• [Your task]: The job is to find each line in the entries holding the string "电子正街" and copy that line.

• [Input for this task]:
──────────────────────────────

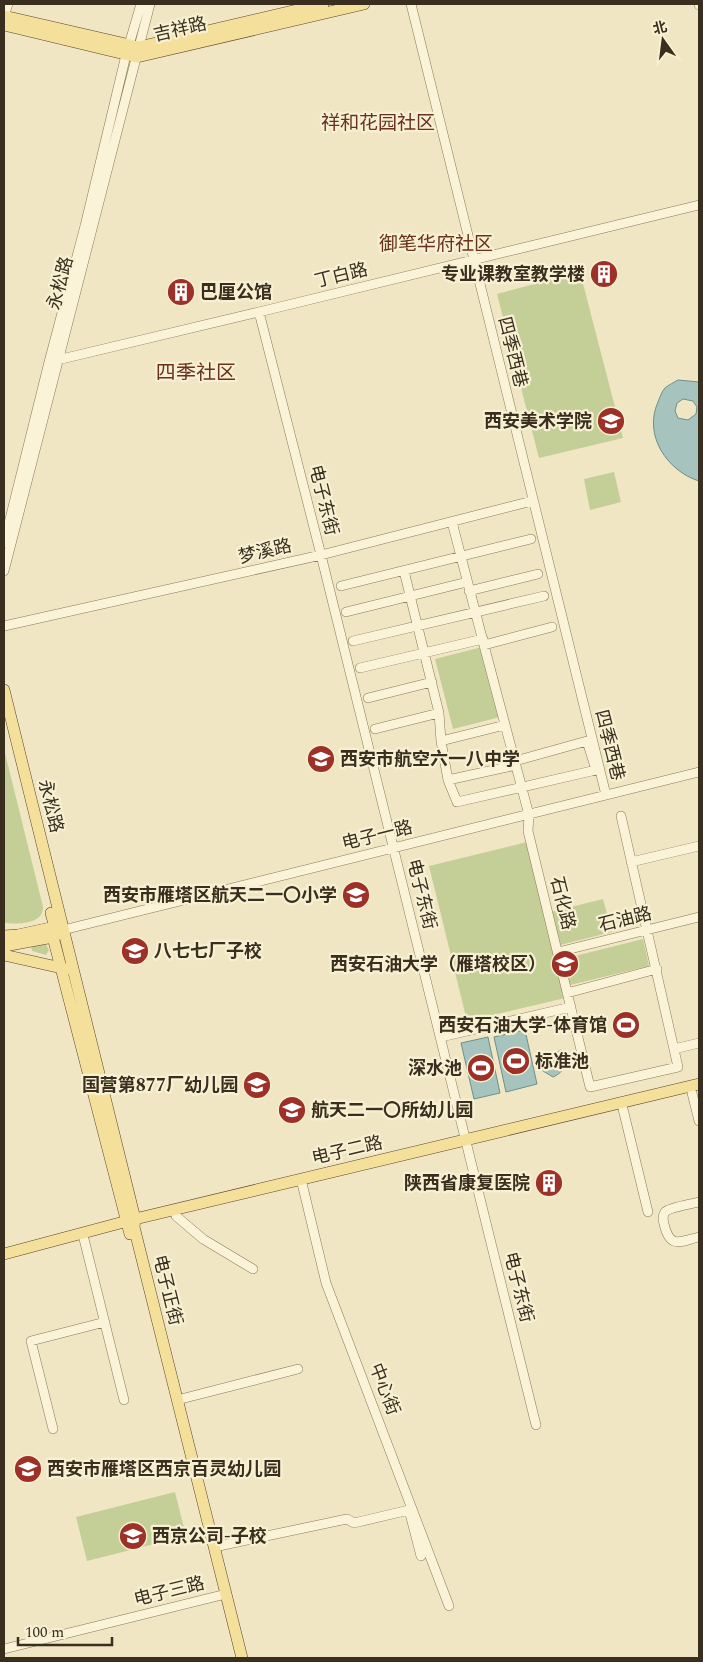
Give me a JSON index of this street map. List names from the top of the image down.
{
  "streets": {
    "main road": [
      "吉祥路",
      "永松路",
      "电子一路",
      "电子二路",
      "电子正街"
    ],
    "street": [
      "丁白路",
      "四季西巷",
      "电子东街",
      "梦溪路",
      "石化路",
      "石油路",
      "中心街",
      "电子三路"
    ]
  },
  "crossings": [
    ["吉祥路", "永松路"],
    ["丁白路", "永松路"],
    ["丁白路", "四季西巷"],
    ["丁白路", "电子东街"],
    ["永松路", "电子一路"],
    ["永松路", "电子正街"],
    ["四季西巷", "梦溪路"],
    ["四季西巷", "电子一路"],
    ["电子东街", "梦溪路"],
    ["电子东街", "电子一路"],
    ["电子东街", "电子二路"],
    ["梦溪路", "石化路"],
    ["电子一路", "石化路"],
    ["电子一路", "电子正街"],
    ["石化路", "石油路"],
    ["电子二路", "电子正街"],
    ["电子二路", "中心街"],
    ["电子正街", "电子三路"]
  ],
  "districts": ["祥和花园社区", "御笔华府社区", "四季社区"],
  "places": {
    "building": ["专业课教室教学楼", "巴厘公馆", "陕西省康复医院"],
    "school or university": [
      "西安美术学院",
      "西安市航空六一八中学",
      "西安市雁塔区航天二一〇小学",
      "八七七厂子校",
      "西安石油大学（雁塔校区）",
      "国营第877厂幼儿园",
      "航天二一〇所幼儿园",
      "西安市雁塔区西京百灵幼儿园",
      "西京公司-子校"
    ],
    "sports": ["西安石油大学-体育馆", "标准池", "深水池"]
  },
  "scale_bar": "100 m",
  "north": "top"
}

──────────────────────────────

• [Answer to the exercise]:
      "电子正街"
    ["永松路", "电子正街"],
    ["电子一路", "电子正街"],
    ["电子二路", "电子正街"],
    ["电子正街", "电子三路"]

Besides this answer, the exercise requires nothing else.